Since the Zimmerman trial, the CCC has been squarely focused on what it calls an epidemic of black-on-white crime. And when Roof Googled that phrase, he found the group's website.
“I have never been the same since that day,” Roof wrote in a purported manifesto found online in the days after he opened fire at the Emanuel A.M.E. Church in Charleston, S.C. and killed nine people. “There were pages upon pages of these brutal black on White murders. I was in disbelief. At this moment I realized that something was very wrong.”
That moment apparently sent Roof on the road that ended in the massacre at the historic black church.
For years, CCC was one of the most prominent white supremacist organizations in the U.S. Today, however, the group exists primarily online. CCC started in the 1950s in Mississippi as the Citizens' Councils of America (also known as White Citizens' Councils), which formed to fight against the integration of public schools following the Brown v. Board of Education ruling.
The group's influence dwindled as legal segregation was largely eliminated. In an effort to broaden its appeal, the group changed its name to Council of Conservative Citizens in 1985, according to Piggott. The messaging shifted, too. The group talked less about maintaining overt segregation and more about fighting interracial marriage and halting immigration.
Throughout the 1990s, a number of prominent southern politicians addressed the group. Former Senate Majority Leader Trent Lott, former Arkansas governor and current Republican presidential candidate Mike Huckabee and U.S. Rep. Bob Barr all spoke at CCC annual conventions. In 2013, the SPLC reported that Roan Garcia Quintana, who was a CCC member, was on South Carolina Governor Nikki Haley's campaign steering committee. The governor later asked him to resign.
On Monday, the Guardian reported that CCC president Earl Holt III gave thousands of dollars to three current Republican presidential candidates. Senator Ted Cruz said that he would be returning the donations. Senator Rand Paul and former Senator Rick Santorum have not commented on the donations, according to the New York Times.
Today, the CCC holds few events but appears to have a small but dedicated following online. While the SPLC estimates its members at less than 1,000, the CCC says it’s “in the thousands.”

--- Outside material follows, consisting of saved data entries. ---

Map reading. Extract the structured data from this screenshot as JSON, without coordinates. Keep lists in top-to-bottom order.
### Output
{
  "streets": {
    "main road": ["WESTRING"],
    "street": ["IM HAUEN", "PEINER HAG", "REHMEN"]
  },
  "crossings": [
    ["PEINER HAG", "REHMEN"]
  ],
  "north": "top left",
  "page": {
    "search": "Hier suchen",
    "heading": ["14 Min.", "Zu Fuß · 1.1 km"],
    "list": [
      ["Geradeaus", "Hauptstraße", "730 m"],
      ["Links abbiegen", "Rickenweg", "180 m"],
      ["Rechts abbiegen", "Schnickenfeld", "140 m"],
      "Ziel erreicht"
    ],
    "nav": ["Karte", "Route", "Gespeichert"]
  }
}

“Every other group in the United States has organizations and publications,” says Jared Taylor, a CCC member and spokesman. “We believe whites also have that right. This is considered normal and encouraged with every group except whites.”
Taylor says that CCC members had never heard of Roof and that he never attended a meeting. The group has condemned the shooting, but they stand behind Roof's ideology.
“For a young man like Dylann Roof to be constantly reminded of the sins of his ancestors, that’s going to make people hopping mad," Taylor says. “Many people are angry about the genuine facts of interracial crime in the United States, but that anger should not by any means be channeled into violence."
The group is particularly focused on crime perpetrated by African-Americans against white people. A CCC blog post from January said there were 361 black-on-white murders in 2014.
But according to the most recent numbers by the FBI, a majority of homicides are committed by whites against whites. In 2013, the FBI found that of the 3,005 white individuals murdered that year, 2,509 of the offenders were white and 409 were black.
The deadly shooting comes at a time of upheaval for the CCC. Gordon Baum, the president who helped the organization transition from the White Citizens Councils in the 1980s while maintaining much of its membership, died in March. Earl Holt, a longtime member, took over in May. Kyle Rogers, the CCC's webmaster and one of its younger leaders, deleted his Twitter account after the attack. The SPLC says Rogers, who had 40,000 followers, was key to the group's online resurgence. But CCC may see a resurgence of interest after being named in Roof's manifesto.
"There certainly could be a boost in their membership," Piggott says. "Their name is getting out there more than it was. You'll have people defending them who will potentially want to help out and join."